START INPUT MATERIAL

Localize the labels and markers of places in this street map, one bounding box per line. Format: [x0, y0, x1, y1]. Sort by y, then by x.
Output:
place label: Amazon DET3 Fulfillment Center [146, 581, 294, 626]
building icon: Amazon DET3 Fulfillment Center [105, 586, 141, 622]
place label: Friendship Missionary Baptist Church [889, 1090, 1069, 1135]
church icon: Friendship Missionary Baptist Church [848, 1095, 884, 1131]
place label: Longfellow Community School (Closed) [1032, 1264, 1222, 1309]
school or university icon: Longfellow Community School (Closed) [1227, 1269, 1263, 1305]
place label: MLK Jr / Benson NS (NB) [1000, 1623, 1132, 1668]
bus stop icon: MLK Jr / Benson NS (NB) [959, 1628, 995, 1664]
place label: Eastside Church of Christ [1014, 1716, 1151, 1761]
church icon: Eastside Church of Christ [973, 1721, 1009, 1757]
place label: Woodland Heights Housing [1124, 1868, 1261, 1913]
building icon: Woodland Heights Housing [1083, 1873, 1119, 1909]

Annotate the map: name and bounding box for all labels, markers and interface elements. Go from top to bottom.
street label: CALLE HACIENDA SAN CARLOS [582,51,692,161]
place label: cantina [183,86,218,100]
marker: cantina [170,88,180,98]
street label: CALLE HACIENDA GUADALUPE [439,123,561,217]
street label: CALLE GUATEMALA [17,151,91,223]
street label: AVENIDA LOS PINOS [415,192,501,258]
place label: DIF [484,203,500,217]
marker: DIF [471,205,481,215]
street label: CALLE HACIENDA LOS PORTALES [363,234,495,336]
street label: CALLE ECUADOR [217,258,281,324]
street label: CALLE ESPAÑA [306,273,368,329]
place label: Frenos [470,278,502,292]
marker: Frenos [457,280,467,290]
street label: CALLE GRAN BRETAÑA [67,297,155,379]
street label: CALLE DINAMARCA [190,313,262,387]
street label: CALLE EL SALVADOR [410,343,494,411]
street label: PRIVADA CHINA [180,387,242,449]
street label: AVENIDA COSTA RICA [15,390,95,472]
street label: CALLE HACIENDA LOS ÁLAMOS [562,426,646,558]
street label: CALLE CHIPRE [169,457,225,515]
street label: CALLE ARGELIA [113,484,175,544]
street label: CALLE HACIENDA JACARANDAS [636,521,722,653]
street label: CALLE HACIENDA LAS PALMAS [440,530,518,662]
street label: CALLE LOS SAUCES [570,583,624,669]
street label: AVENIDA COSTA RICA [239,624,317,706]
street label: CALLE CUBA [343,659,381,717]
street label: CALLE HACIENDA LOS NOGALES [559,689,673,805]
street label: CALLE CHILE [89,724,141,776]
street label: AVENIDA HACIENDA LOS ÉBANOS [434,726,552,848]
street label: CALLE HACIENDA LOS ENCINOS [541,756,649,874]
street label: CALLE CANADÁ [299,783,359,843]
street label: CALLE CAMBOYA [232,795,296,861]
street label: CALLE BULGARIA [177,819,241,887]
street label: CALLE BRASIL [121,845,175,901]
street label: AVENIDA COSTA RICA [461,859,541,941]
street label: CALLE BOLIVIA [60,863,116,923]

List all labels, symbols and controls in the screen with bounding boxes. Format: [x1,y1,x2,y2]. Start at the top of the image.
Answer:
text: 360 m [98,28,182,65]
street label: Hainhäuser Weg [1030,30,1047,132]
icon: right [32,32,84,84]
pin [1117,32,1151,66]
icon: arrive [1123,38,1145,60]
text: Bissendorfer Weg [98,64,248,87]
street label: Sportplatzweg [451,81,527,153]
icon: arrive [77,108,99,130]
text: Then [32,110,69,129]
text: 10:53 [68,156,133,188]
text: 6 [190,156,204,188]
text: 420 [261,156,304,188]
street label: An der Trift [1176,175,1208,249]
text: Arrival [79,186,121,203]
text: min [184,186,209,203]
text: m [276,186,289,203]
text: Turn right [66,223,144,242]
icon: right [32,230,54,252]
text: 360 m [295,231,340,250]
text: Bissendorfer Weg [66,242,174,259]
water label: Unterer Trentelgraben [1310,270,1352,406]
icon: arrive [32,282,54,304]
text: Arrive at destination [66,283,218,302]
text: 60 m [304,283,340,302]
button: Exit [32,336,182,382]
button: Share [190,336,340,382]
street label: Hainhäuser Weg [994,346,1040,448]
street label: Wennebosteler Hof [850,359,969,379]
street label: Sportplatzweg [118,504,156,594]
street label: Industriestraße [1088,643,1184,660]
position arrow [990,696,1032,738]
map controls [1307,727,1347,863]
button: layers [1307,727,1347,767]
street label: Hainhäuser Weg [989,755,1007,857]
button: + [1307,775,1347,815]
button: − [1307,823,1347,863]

END INPUT MATERIAL

■ EXERCISE PROMPT ■
The records above must be transcribed in full, word for word.

■ SOLUTION FOR THIS PROBLEM ■
Localize the labels and markers of places in this street map, one bounding box per line. Format: [x0, y0, x1, y1]. Sort by y, then by x.
Output:
place label: Amazon DET3 Fulfillment Center [146, 581, 294, 626]
building icon: Amazon DET3 Fulfillment Center [105, 586, 141, 622]
place label: Friendship Missionary Baptist Church [889, 1090, 1069, 1135]
church icon: Friendship Missionary Baptist Church [848, 1095, 884, 1131]
place label: Longfellow Community School (Closed) [1032, 1264, 1222, 1309]
school or university icon: Longfellow Community School (Closed) [1227, 1269, 1263, 1305]
place label: MLK Jr / Benson NS (NB) [1000, 1623, 1132, 1668]
bus stop icon: MLK Jr / Benson NS (NB) [959, 1628, 995, 1664]
place label: Eastside Church of Christ [1014, 1716, 1151, 1761]
church icon: Eastside Church of Christ [973, 1721, 1009, 1757]
place label: Woodland Heights Housing [1124, 1868, 1261, 1913]
building icon: Woodland Heights Housing [1083, 1873, 1119, 1909]

Annotate the map: name and bounding box for all labels, markers and interface elements. Go from top to bottom.
street label: CALLE HACIENDA SAN CARLOS [582,51,692,161]
place label: cantina [183,86,218,100]
marker: cantina [170,88,180,98]
street label: CALLE HACIENDA GUADALUPE [439,123,561,217]
street label: CALLE GUATEMALA [17,151,91,223]
street label: AVENIDA LOS PINOS [415,192,501,258]
place label: DIF [484,203,500,217]
marker: DIF [471,205,481,215]
street label: CALLE HACIENDA LOS PORTALES [363,234,495,336]
street label: CALLE ECUADOR [217,258,281,324]
street label: CALLE ESPAÑA [306,273,368,329]
place label: Frenos [470,278,502,292]
marker: Frenos [457,280,467,290]
street label: CALLE GRAN BRETAÑA [67,297,155,379]
street label: CALLE DINAMARCA [190,313,262,387]
street label: CALLE EL SALVADOR [410,343,494,411]
street label: PRIVADA CHINA [180,387,242,449]
street label: AVENIDA COSTA RICA [15,390,95,472]
street label: CALLE HACIENDA LOS ÁLAMOS [562,426,646,558]
street label: CALLE CHIPRE [169,457,225,515]
street label: CALLE ARGELIA [113,484,175,544]
street label: CALLE HACIENDA JACARANDAS [636,521,722,653]
street label: CALLE HACIENDA LAS PALMAS [440,530,518,662]
street label: CALLE LOS SAUCES [570,583,624,669]
street label: AVENIDA COSTA RICA [239,624,317,706]
street label: CALLE CUBA [343,659,381,717]
street label: CALLE HACIENDA LOS NOGALES [559,689,673,805]
street label: CALLE CHILE [89,724,141,776]
street label: AVENIDA HACIENDA LOS ÉBANOS [434,726,552,848]
street label: CALLE HACIENDA LOS ENCINOS [541,756,649,874]
street label: CALLE CANADÁ [299,783,359,843]
street label: CALLE CAMBOYA [232,795,296,861]
street label: CALLE BULGARIA [177,819,241,887]
street label: CALLE BRASIL [121,845,175,901]
street label: AVENIDA COSTA RICA [461,859,541,941]
street label: CALLE BOLIVIA [60,863,116,923]

List all labels, symbols and controls in the screen with bounding boxes. Format: [x1,y1,x2,y2]. Start at the top of the image.
Answer:
text: 360 m [98,28,182,65]
street label: Hainhäuser Weg [1030,30,1047,132]
icon: right [32,32,84,84]
pin [1117,32,1151,66]
icon: arrive [1123,38,1145,60]
text: Bissendorfer Weg [98,64,248,87]
street label: Sportplatzweg [451,81,527,153]
icon: arrive [77,108,99,130]
text: Then [32,110,69,129]
text: 10:53 [68,156,133,188]
text: 6 [190,156,204,188]
text: 420 [261,156,304,188]
street label: An der Trift [1176,175,1208,249]
text: Arrival [79,186,121,203]
text: min [184,186,209,203]
text: m [276,186,289,203]
text: Turn right [66,223,144,242]
icon: right [32,230,54,252]
text: 360 m [295,231,340,250]
text: Bissendorfer Weg [66,242,174,259]
water label: Unterer Trentelgraben [1310,270,1352,406]
icon: arrive [32,282,54,304]
text: Arrive at destination [66,283,218,302]
text: 60 m [304,283,340,302]
button: Exit [32,336,182,382]
button: Share [190,336,340,382]
street label: Hainhäuser Weg [994,346,1040,448]
street label: Wennebosteler Hof [850,359,969,379]
street label: Sportplatzweg [118,504,156,594]
street label: Industriestraße [1088,643,1184,660]
position arrow [990,696,1032,738]
map controls [1307,727,1347,863]
button: layers [1307,727,1347,767]
street label: Hainhäuser Weg [989,755,1007,857]
button: + [1307,775,1347,815]
button: − [1307,823,1347,863]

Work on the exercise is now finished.